**EXERCISE DIRECTIONS**
Lines containing the word "textAlign" in the data below: say how many, with no other text.

(Dataset entries)
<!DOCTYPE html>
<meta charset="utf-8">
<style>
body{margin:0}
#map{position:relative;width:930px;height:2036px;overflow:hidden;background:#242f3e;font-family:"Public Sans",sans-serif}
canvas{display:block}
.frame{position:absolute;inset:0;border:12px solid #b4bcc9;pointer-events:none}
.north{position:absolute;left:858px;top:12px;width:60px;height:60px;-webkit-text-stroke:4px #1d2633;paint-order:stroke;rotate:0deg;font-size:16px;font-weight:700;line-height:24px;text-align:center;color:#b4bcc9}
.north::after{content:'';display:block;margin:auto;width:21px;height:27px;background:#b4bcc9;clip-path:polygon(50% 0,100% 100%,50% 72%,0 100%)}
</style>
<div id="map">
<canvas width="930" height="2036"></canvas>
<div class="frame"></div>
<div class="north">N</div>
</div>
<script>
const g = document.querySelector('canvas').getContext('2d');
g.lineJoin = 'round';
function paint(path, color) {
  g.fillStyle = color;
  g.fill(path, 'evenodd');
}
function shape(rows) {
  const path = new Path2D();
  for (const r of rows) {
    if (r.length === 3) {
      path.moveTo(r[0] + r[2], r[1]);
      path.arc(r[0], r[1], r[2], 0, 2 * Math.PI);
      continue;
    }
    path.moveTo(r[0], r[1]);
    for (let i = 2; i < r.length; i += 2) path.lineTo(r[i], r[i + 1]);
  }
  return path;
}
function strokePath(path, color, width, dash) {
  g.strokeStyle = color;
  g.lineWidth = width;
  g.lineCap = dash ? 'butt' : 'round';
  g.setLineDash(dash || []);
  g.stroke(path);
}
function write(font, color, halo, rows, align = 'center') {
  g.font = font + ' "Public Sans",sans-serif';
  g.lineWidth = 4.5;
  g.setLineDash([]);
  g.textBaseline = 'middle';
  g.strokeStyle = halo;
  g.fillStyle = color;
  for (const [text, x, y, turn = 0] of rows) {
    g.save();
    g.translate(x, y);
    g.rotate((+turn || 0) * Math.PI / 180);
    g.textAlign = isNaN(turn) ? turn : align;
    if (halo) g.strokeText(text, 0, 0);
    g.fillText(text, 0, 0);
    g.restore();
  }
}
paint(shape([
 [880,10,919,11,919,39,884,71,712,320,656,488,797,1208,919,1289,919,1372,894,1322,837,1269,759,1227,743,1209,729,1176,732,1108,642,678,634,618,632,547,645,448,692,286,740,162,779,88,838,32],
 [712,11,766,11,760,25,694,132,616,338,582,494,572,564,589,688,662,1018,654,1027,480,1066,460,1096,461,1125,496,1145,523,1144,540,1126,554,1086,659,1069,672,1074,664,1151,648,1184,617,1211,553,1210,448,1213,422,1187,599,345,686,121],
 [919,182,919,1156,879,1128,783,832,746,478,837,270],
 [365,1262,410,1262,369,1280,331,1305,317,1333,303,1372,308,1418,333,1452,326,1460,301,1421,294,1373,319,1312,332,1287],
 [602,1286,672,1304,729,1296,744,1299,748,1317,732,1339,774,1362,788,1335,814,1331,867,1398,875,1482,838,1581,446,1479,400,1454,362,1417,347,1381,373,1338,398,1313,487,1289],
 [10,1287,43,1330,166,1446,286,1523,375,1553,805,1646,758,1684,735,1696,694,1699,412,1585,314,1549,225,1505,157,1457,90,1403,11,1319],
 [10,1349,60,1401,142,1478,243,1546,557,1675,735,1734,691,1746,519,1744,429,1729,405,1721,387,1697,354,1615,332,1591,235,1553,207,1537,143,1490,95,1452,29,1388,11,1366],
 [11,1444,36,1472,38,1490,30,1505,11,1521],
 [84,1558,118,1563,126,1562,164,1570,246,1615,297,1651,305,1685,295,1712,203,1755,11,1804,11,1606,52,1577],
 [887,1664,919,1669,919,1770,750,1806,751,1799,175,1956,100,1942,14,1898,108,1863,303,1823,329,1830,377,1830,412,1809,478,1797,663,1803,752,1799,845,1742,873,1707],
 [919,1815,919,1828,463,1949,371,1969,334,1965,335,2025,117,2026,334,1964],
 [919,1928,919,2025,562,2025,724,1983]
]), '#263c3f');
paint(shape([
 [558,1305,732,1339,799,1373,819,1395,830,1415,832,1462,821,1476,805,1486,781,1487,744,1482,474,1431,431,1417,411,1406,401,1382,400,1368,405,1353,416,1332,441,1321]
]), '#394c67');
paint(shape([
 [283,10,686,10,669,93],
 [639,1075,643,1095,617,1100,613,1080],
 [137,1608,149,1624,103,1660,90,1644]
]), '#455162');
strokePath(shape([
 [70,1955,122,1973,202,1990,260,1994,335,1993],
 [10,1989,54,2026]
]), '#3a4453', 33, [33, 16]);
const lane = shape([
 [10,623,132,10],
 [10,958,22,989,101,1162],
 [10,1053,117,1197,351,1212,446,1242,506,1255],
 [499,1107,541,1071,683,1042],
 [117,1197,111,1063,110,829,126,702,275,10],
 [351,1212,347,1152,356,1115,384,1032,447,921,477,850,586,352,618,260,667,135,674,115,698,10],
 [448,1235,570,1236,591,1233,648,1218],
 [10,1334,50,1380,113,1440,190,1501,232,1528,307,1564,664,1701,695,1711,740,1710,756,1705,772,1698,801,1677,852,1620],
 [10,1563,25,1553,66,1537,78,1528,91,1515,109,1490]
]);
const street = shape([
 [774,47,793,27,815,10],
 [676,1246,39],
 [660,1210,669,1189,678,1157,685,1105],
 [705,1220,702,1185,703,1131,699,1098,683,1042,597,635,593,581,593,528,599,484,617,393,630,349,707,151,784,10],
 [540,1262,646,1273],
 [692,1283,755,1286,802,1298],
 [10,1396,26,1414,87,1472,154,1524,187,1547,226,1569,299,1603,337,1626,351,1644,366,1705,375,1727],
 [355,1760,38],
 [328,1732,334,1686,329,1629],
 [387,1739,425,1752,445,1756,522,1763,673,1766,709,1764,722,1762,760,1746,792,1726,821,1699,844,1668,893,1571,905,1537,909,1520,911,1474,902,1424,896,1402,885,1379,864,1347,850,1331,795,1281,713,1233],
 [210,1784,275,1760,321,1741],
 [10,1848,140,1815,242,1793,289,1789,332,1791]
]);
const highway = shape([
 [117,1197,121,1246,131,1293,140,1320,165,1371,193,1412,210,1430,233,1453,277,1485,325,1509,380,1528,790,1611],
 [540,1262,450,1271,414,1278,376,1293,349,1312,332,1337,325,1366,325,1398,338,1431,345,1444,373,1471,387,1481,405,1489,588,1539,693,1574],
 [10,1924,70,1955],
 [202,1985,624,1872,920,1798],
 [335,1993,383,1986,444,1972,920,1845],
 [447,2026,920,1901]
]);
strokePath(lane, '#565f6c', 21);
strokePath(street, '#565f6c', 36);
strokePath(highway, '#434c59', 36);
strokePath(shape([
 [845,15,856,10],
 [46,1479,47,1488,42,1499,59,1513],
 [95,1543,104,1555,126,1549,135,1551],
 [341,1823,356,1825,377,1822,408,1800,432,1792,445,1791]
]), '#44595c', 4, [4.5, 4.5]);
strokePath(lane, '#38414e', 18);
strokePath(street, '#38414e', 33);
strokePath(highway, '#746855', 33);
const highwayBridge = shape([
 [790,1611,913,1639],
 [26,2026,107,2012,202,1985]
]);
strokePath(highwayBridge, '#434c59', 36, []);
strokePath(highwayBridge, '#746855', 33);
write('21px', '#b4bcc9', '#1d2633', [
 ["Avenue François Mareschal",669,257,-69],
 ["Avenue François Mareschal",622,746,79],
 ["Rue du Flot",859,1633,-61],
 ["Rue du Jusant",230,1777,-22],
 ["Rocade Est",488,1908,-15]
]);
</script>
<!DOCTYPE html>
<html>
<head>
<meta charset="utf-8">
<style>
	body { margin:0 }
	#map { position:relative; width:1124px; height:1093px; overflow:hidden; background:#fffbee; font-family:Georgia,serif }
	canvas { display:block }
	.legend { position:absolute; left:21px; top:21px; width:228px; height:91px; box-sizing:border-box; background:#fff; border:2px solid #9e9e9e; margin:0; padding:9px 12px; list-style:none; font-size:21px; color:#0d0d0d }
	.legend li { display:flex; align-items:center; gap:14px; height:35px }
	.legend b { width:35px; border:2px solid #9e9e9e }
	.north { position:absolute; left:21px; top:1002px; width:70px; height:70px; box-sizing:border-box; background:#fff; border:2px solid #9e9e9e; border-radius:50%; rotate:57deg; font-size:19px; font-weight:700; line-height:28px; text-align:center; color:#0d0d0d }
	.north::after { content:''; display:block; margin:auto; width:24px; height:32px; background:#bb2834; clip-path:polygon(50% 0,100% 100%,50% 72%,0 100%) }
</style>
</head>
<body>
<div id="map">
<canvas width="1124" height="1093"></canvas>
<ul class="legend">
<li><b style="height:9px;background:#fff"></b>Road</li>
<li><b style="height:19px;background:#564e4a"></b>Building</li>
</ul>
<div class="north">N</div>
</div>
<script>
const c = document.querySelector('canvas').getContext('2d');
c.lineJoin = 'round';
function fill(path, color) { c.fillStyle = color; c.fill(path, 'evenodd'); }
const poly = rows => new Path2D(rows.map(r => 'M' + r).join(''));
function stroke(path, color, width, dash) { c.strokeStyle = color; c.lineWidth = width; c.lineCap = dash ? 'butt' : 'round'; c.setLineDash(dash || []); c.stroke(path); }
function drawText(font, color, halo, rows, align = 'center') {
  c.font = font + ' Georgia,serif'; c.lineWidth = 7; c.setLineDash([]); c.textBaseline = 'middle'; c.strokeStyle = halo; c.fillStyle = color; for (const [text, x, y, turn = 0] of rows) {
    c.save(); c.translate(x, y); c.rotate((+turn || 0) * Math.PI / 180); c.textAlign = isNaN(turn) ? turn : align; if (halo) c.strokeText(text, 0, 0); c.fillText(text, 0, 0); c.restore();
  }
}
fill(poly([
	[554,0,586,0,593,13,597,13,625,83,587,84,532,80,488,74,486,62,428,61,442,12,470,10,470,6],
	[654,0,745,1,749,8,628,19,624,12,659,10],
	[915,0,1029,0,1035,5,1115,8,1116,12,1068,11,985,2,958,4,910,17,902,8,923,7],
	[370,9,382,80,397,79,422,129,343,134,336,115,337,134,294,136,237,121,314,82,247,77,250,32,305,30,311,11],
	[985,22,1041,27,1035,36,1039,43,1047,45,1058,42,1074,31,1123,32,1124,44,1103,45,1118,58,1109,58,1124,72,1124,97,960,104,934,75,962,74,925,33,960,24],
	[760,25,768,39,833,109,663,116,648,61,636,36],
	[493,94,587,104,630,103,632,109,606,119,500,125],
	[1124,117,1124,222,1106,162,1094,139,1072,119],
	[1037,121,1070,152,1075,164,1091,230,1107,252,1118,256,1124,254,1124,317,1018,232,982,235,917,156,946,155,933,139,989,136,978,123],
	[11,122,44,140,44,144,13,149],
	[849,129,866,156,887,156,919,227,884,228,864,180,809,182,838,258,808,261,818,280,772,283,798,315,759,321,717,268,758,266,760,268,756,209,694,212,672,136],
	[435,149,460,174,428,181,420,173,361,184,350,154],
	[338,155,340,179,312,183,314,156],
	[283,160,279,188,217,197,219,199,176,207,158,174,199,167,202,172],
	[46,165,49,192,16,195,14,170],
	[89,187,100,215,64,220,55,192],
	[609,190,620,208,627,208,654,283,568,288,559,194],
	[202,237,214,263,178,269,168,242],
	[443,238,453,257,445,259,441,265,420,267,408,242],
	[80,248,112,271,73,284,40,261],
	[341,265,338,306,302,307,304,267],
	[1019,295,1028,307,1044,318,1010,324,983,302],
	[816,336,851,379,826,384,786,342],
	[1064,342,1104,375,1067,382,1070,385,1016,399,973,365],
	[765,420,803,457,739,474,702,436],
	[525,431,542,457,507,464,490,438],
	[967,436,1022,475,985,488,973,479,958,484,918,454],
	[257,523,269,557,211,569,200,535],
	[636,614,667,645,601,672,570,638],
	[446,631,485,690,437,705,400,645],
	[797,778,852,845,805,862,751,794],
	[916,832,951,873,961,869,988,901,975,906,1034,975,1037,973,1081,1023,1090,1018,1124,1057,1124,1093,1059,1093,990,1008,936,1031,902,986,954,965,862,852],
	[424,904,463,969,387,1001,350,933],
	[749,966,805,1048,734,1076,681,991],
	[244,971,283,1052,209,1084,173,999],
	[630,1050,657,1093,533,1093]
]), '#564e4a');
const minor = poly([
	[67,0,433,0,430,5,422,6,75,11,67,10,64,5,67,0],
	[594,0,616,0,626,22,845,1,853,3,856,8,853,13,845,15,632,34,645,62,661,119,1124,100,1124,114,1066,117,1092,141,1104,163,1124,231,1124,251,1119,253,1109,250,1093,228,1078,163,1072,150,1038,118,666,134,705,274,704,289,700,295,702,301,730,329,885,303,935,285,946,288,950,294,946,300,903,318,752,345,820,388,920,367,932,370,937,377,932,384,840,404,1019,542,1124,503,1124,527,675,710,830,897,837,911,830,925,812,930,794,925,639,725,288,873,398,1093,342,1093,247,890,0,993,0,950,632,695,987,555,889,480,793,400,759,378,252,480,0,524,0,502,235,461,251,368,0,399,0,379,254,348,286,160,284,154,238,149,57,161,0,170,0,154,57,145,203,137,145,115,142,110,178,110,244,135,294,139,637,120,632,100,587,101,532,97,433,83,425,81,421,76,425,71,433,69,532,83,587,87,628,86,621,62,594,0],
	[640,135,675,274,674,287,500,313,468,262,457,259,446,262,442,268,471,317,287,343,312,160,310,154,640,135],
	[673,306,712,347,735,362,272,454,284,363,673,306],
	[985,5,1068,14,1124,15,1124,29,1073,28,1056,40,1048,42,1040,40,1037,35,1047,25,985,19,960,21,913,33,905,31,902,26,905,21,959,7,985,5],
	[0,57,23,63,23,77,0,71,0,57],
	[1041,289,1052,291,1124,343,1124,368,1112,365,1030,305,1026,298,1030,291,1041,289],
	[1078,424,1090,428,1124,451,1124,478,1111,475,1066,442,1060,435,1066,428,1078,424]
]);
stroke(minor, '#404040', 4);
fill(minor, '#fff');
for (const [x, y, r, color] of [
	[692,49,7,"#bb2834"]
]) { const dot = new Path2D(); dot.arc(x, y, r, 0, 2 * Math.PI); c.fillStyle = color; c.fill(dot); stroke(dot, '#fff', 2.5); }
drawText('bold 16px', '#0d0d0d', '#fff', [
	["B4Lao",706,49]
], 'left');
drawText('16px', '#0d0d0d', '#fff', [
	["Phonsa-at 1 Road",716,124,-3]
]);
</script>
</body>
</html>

**EXPECTED OUTPUT**
2